As promised here’s the second issue we ran in to when trying to resolve the first.
To recap the last post, responses to the traffic coming in to the Tidziwe network through the secondary connection, were being sent back out through the primary connection, because of the default gateway. This wasn’t working, because the response traffic was being NAT’ed to a different address as it went back out through the primary connection. We were able to partially get around that by adding NAT entries on the primary router to NAT the source address on that traffic to the correct address for the secondary connection, even though it was really egressing through the primary connection.

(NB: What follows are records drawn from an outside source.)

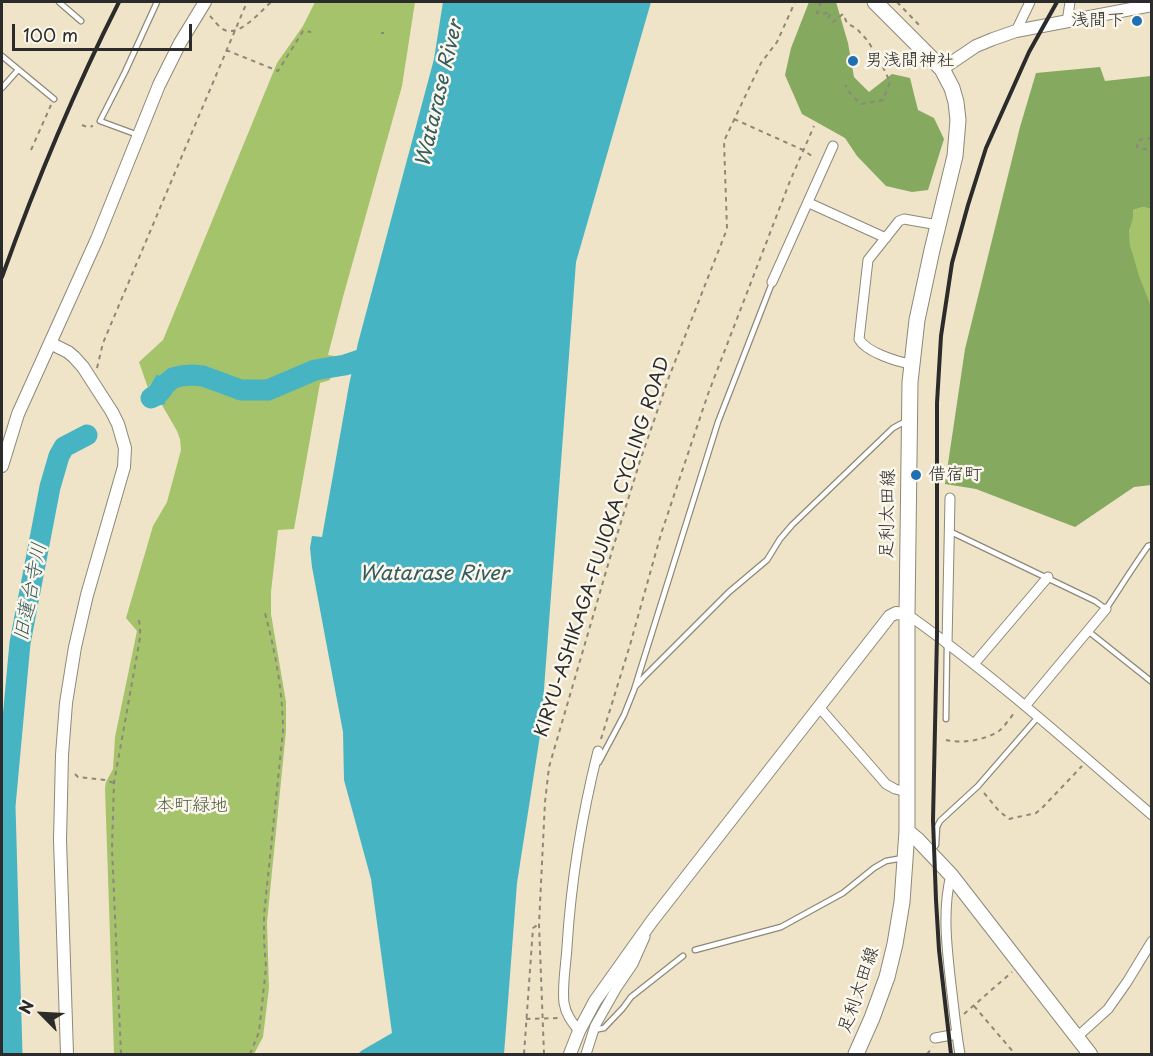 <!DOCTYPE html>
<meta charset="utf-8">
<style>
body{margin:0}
#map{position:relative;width:1153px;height:1056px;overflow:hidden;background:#efe4c7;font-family:"Playpen Sans",sans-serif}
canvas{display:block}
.frame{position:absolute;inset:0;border:3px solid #2b2b2b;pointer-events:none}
.north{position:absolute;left:12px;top:984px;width:60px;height:60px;-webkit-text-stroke:4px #fbf7ec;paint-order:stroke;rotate:294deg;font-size:16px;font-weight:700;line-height:24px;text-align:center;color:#2b2b2b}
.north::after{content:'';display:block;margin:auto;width:21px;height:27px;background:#2b2b2b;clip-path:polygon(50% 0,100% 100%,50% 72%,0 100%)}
.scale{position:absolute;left:12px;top:24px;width:180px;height:27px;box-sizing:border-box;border:3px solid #2b2b2b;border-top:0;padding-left:8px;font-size:18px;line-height:21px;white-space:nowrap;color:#2b2b2b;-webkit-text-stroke:4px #fbf7ec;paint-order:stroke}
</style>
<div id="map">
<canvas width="1153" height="1056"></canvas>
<div class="frame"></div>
<div class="north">N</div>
<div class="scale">100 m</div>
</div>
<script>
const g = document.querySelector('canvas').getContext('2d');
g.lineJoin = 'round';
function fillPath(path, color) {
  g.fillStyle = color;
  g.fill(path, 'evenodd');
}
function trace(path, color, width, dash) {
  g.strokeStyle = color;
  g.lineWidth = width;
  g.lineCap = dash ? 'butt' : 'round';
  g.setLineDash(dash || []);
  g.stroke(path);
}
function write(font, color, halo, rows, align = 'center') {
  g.font = font + ' "Playpen Sans","Klee One",sans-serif';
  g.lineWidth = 5;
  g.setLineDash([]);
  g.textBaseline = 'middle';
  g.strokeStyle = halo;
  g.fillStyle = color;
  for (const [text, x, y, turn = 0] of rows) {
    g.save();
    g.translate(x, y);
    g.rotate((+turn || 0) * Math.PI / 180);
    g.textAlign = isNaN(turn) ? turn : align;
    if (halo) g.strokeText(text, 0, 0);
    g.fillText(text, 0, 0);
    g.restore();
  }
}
fillPath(new Path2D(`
 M315,2H415L402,86L343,297L328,355L335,356L330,380L320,383L294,529L278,530L271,592V614L286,702V731L267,922L269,988L263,1037L254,1054H114L105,788L106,782L113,769L115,737L137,631L126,618L153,526L167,502L181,450L180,439L177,431L162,405L165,403L166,395L157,374L148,388L139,362L163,340L277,63L303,26Z
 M1143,207L1151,209V306C1142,285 1129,256 1129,233C1129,225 1134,220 1133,210Z`), '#a5c36b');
fillPath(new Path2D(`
 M809,2H836L848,43L854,77L869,92L892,74L910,78L918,110L934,118L944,139L928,190L912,192L886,186L857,156L845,138L802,114L785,75L791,48Z
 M1100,67L1105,81L1151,76V209L1143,207L1133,210V218L1129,231L1130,245L1139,276L1151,306V485L1134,487L1075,527L976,489L945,484L965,349L1020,127L1036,73Z`), '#84a95f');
fillPath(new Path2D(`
 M443,2H651L576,262L541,729L517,883L504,1054H358L361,1051L392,1033L371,879L344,780L343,732L312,567L310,548L312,536L322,537L349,385L358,343L434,59Z
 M157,374L170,386L166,395L165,404L154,407C146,389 147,390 157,374Z`), '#46b4c2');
trace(new Path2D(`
 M151,398L160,392L166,384L173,378L181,376L192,375L203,376L241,390H268L315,370L345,365L372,356
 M12,1054L5,806L20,643L50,487L59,456L64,447L87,435`), '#46b4c2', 21);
const service = new Path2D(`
 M59,2L81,21
 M2,56L54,99
 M2,88L18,70
 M138,135L100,121L125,72L157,2
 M949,531L1095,601L1106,609C1120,588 1133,567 1148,546L1152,545
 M1088,631L1152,682
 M635,687L645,676L729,592L767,560L780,539L792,525L893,428L906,421
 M946,719L947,644
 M599,762L624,715L634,690L718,422L772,283
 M930,852L936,845L937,827L940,821L978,786L1038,717
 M695,950L781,927L843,893L874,868L886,861L903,858
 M594,1030L604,1028L623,1008L631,997L683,956`);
const minor = new Path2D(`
 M1067,22L1070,2
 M1016,31L1030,2
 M809,203L886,238
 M772,282L833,146
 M912,364C897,362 866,352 859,339L868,260L899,221L904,219L938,225
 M907,614C993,675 1072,746 1152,815
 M947,644L950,498
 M974,664L1048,577
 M1025,706L1106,609
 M819,707L886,784L895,789L907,792
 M951,875C942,910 947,949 951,985C954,1008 956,1032 960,1054
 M579,1031C572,1022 566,1015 564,1003C562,985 566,965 567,947C571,881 582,815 598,751
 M1077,1037L1108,1009L1127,982L1152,941
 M935,1038L957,1034
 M586,1054L595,1026L616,989L633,964L645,937`);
const tertiary = new Path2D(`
 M942,69L976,46L993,39L1016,31L1152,5
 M50,343L68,352L74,357L83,367L112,412L118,424L125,448L124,467L87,595L75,647L66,703L62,755L60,840L67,1054
 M2,466L18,414L97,239L159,85L180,43L205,2
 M570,1054L579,1031L595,1001L652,921L890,616L896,613L907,614`);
const secondary = new Path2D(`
 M907,831L918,840L951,875L1090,1054`);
const primary = new Path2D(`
 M856,1054L872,1018L887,977L895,944L902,902L907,831V614L910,382L917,320L932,250L955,156L958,120L956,102L952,88L942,69L875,2`);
trace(service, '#8d8879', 7);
trace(minor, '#8d8879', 11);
trace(tertiary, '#8d8879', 14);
trace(secondary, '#8d8879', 16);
trace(primary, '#8d8879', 17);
trace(new Path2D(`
 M821,2L817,13L823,14L830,12L829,18L833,22L843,14L847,23L857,29L868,41L882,65L890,82L883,100L862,104L852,96L845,85
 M897,2L922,28
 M210,16C215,21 220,30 228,31C243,33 261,11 271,2
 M381,33H384
 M226,50L278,71L303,31L311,32
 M734,119L803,150L815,158
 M82,125L87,127L93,126
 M1152,138L1138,140L1137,147L1152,151
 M31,150L51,105
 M97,368L103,343L247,2
 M601,739L630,645L661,534L708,394L790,181L814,126
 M946,740C962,744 985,740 999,731C1005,726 1010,718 1015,712
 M75,774L78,777L105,780L114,783
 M984,793L999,811L1009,819L1036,813L1043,807L1082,766
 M974,1006L1015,1054
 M964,1014L1012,972
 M526,1019L559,1018
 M121,1054L112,848L114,783L140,638V625L138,618
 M250,1054L259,1032L266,968L264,940V915L283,731C283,692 275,651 265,613
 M524,1054L533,928L539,924
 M544,1054L539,924L545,802L549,767L612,551L640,461L669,377L727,229L724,141L761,63L777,42L795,2
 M927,1054L933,1047`), '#8d8879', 2, [4.5, 4.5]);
trace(service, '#fff', 4.5);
trace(minor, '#fff', 9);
trace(tertiary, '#fff', 12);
trace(secondary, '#fff', 14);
trace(primary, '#fff', 15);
trace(new Path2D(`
 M2,277C36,182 74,91 119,2
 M951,1054L939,950L936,900L933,820L937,635V403L941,336L952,263L968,205L986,148L1029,52L1057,2`), '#2b2b2b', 4);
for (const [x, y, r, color] of [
 [1137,21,6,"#1f6fb2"],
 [853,61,6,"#1f6fb2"],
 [916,475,6,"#1f6fb2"]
]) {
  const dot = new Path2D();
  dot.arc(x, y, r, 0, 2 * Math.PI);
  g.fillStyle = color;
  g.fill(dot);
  trace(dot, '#fbf7ec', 2);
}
write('18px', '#2b2b2b', '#fbf7ec', [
 ["浅間下",1125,21,"right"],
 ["男浅間神社",865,61],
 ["借宿町",928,475]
], 'left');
write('18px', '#2b2b2b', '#fbf7ec', [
 ["足利太田線",888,514,-89],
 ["KIRYU-ASHIKAGA-FUJIOKA CYCLING ROAD",603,547,-72],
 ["足利太田線",859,990,-71]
]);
write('18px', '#50593e', '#fbf7ec', [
 ["本町緑地",192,806]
]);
write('italic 20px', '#345b60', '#fbf7ec', [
 ["Watarase River",440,94,-77],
 ["Watarase River",434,574],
 ["旧蓮台寺川",31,592,-79]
]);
</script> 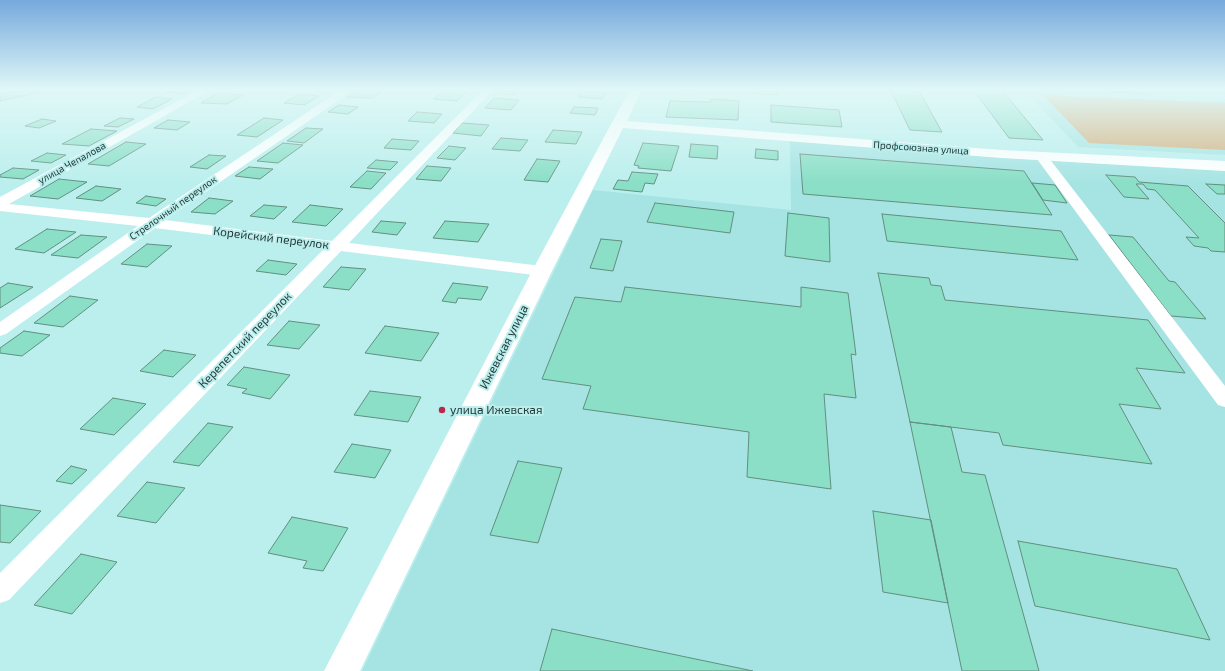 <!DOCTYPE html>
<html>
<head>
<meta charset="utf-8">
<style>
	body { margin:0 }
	canvas { display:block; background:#bbefed }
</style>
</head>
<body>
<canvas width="1225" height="671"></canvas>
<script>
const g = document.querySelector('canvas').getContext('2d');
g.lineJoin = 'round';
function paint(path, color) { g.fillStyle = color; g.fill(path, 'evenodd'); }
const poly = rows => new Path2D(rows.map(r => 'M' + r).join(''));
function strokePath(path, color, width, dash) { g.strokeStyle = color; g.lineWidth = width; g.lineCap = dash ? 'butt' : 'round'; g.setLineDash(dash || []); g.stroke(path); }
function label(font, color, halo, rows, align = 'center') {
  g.font = font + ' "Exo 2",sans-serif'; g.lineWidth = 4; g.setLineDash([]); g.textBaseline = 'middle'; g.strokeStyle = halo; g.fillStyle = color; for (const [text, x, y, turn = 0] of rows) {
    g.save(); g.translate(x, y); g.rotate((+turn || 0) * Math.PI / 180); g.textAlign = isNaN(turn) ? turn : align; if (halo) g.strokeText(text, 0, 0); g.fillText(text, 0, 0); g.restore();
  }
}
const built = poly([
	[1023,89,1225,89,1225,155,1078,147],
	[790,141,1006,158,1225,171,1225,671,362,671,593,190,791,210]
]);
const green = poly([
	[1043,95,1225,103,1225,150,1089,143]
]);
const building = poly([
	[23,89,38,89,41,92,0,101,0,94,23,89],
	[169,89,194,89,184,94,163,92,169,89],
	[358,89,385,89,373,98,347,97,358,89],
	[502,89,519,89,513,95,497,93,502,89],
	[673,89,694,89,693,91,673,90,673,89],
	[751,89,778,89,778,95,750,93,751,89],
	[890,89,918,89,942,132,910,130,890,89],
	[973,89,1001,89,1043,140,1009,138,973,89],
	[1105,89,1145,89,1152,94,1108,92,1105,89],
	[444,90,467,91,457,101,434,99,444,90],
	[582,91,606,93,602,99,578,97,582,91],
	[218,93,243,95,227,104,201,103,218,93],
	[299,94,319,96,304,105,284,103,299,94],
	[156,97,172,99,153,109,137,107,156,97],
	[494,98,519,100,511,110,485,108,494,98],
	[711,99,739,101,738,120,666,117,670,101,711,102,711,99],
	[339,105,358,107,348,114,328,112,339,105],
	[771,105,839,110,842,127,771,122,771,105],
	[574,107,598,108,595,115,570,113,574,107],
	[417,112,442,114,434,123,408,121,417,112],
	[120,118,134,119,118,127,104,126,120,118],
	[264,118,283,120,257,137,237,135,264,118],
	[42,119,56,121,39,128,25,126,42,119],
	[168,120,190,122,177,130,154,128,168,120],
	[462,123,489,125,481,136,453,133,462,123],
	[306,128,323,129,304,143,287,141,306,128],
	[91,129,117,131,89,146,62,144,91,129],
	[553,130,582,132,576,144,545,142,553,130],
	[501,138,528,140,520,151,492,149,501,138],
	[392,139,419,141,411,150,384,148,392,139],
	[126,142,146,144,109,166,88,164,126,142],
	[283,143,303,145,278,163,257,161,283,143],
	[643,143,679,146,671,171,638,168,639,166,634,165,643,143],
	[691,144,718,146,717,159,689,157,691,144],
	[449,146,466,148,455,160,437,158,449,146],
	[756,149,778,151,778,160,755,158,756,149],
	[47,153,66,155,51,163,31,161,47,153],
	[800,154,1024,171,1052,215,803,194,800,154],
	[209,155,226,156,207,169,190,167,209,155],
	[537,159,560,161,548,182,524,180,537,159],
	[376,160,398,162,390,170,367,168,376,160],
	[427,166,451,168,441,181,416,179,427,166],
	[249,167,273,169,260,179,235,176,249,167],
	[13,168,39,170,23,179,0,177,0,175,13,168],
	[367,171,386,173,371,189,350,187,367,171],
	[632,172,658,174,654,184,645,183,642,192,613,189,618,180,628,181,632,172],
	[1106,175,1135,177,1139,182,1188,186,1225,223,1225,252,1211,251,1208,248,1194,246,1186,237,1199,238,1155,190,1147,189,1143,184,1136,184,1149,199,1124,197,1106,175],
	[59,179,87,182,58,199,30,196,59,179],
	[1032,183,1055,185,1067,203,1043,200,1032,183],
	[1206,184,1225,185,1225,194,1217,194,1206,184],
	[96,186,121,189,102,201,76,198,96,186],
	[146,196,166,199,156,206,136,203,146,196],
	[209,198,233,201,215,214,191,212,209,198],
	[655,203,734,212,730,233,647,222,655,203],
	[264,205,287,207,274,219,250,216,264,205],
	[310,205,343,209,326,226,292,222,310,205],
	[788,213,829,218,830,262,785,256,788,213],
	[882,214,1061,231,1078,260,887,241,882,214],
	[381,221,406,223,397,235,372,232,381,221],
	[445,221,489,224,478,242,433,238,445,221],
	[47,229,76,232,44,253,15,249,47,229],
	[81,235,107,237,78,258,51,255,81,235],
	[1109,235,1133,237,1169,281,1175,282,1206,319,1171,316,1109,235],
	[601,239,622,241,613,271,590,268,601,239],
	[147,244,172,246,147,267,121,264,147,244],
	[268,260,297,264,286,275,256,271,268,260],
	[341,267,366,269,349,290,323,287,341,267],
	[878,273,929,278,931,285,941,286,945,300,1148,320,1185,373,1136,368,1161,409,1119,404,1152,464,1003,445,999,433,910,422,878,273],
	[8,283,33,287,0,308,0,288,8,283],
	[453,283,488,287,481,300,458,298,456,303,442,301,453,283],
	[625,287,801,307,801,287,848,293,856,355,851,354,856,398,824,394,831,489,747,477,749,432,583,409,591,386,542,379,575,297,621,302,625,287],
	[70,296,98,300,63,327,34,323,70,296],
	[289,321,320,325,299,349,267,345,289,321],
	[385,326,439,333,421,361,365,353,385,326],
	[24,331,50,335,22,356,0,353,0,348,24,331],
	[164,350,196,355,173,377,140,371,164,350],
	[244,367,290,375,270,399,242,393,247,389,227,385,244,367],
	[370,391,421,397,408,422,354,415,370,391],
	[113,398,146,404,114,435,80,429,113,398],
	[910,422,951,427,962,472,985,475,1039,671,962,671,910,422],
	[208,423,233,427,199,466,173,462,208,423],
	[352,444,391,450,375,478,334,472,352,444],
	[518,461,562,468,538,543,490,535,518,461],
	[71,466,87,470,72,484,56,481,71,466],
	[147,482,185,488,156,523,117,516,147,482],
	[0,505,41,511,10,543,0,542,0,505],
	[873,511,931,520,948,603,883,592,873,511],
	[292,517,348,528,323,571,303,568,307,561,268,553,292,517],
	[1018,541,1177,569,1210,640,1035,606,1018,541],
	[81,554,117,562,72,614,34,605,81,554],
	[552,629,753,671,540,671,552,629]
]);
const minor = poly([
	[0,89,8,89,7,91,0,92,0,89],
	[200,89,212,89,9,204,149,218,342,89,353,89,352,91,165,220,332,241,484,89,494,89,349,243,542,266,548,268,550,271,548,274,542,276,341,251,9,600,0,603,0,573,324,249,155,228,6,334,0,336,0,322,138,226,0,211,0,197,200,89],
	[1041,152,1045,153,1225,386,1225,407,1218,405,1037,159,1035,156,1037,153,1041,152]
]);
const secondary = poly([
	[630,89,642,89,627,121,1002,150,1225,161,1225,171,1002,158,623,128,552,271,360,671,324,671,532,271,630,89]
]);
const markers = [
	[442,410,4,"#b9284b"]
];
const farStreetnames = [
	["Профсоюзная улица",921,148,4],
	["улица Чепалова",72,163,-29],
	["Стрелочный переулок",173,208,-35]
];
const streetNames = [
	["Корейский переулок",271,238,7],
	["Керепетский переулок",245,340,-46],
	["Ижевская улица",504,347,-63]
];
const poiNames = [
	["улица Ижевская",450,410]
];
paint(built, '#a6e4e3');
paint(green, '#d6ae7b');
paint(building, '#8adfc6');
strokePath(building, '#628f81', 1);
paint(minor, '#fff');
paint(secondary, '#fff');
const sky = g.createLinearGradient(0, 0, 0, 183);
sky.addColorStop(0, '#76a9dd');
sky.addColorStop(0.49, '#e0f8f7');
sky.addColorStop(1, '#e0f8f700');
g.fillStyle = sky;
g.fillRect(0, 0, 1225, 183);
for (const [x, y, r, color] of markers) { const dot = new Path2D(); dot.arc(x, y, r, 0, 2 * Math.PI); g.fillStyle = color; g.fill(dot); strokePath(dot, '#bbefed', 1.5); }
label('10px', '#243939', '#bbefed', farStreetnames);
label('12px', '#243939', '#bbefed', streetNames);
label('12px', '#243939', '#bbefed', poiNames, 'left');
</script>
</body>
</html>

This ugly fix appeared to work pretty well at first. From where I’m located, I was able to get to the publically accessible services through both the primary and secondary connections. Unfortunately, some of the people located in Malawi weren’t so lucky. In fact, anyone that used Tonse (the provider of the secondary connection at Tidziwe) as their ISP in Malawi was unable to access the webmail and other services through the secondary connection. This at first didn’t make sense - if anything it would seem logical that accessing it from the same ISP would have fewer problems, not more.
Long story short, Tonse was dropping the response traffic as is entered their network, which is a reasonable thing to do given the circumstances. The packets said they were coming from an address inside of Tonse’s network (18.104.22.168 in our example below). Yet, how could this be given that the packet was coming from Tonse’s upstream provider?
Unfortunately in the short term, we don’t have many options besides our current ugly hack. To get around this additional issue, I added a route map on the Cisco router (the default gateway). The route map routes outgoing traffic through the DLink if it is:
- Going to Tonse’s network, and
- Coming from one of the services that can be accessed through the Tonse connection
Here’s what the configuration looks like:
int _LAN-Interface_ ip policy route-map Tonse_Services access-list 185 remark Used for Tonse_Services route map access-list 185 permit tcp host 10.1.1.1 eq 443 22.214.171.124 0.0.255.255 route-map Tonse_Services permit 10 match ip address 185 set ip next-hop _IP-Of-DLink_
So far, no major problems with this. Hopefully we’ll be able to use both connections through a single device in the future, helping us avoid these sort of issues altogether.